Start of Record extracts

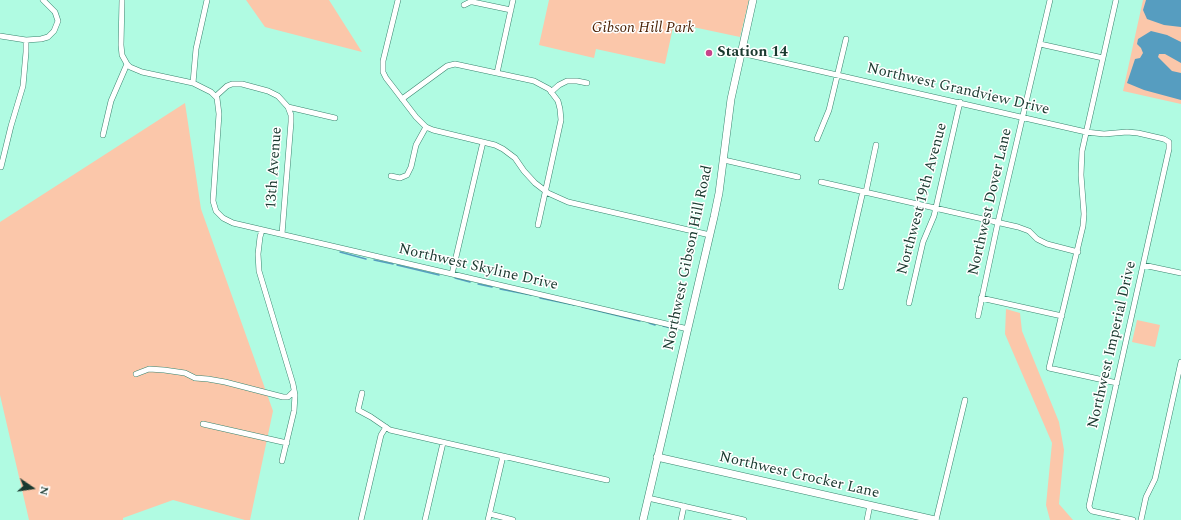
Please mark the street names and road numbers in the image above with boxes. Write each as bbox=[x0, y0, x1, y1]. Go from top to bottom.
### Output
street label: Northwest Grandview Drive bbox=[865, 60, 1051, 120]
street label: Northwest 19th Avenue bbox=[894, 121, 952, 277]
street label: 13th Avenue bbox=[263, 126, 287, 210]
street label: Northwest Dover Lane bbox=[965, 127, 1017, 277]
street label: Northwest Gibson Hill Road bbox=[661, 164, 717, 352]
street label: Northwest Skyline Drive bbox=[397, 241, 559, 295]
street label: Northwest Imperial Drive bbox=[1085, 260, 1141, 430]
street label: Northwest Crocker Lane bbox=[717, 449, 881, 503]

End of Record extracts

Please reproduce the data above word for word, skipping all images.

Please mark the street names and road numbers in the image above with boxes. Write each as bbox=[x0, y0, x1, y1]. Go from top to bottom.
### Output
street label: Northwest Grandview Drive bbox=[865, 60, 1051, 120]
street label: Northwest 19th Avenue bbox=[894, 121, 952, 277]
street label: 13th Avenue bbox=[263, 126, 287, 210]
street label: Northwest Dover Lane bbox=[965, 127, 1017, 277]
street label: Northwest Gibson Hill Road bbox=[661, 164, 717, 352]
street label: Northwest Skyline Drive bbox=[397, 241, 559, 295]
street label: Northwest Imperial Drive bbox=[1085, 260, 1141, 430]
street label: Northwest Crocker Lane bbox=[717, 449, 881, 503]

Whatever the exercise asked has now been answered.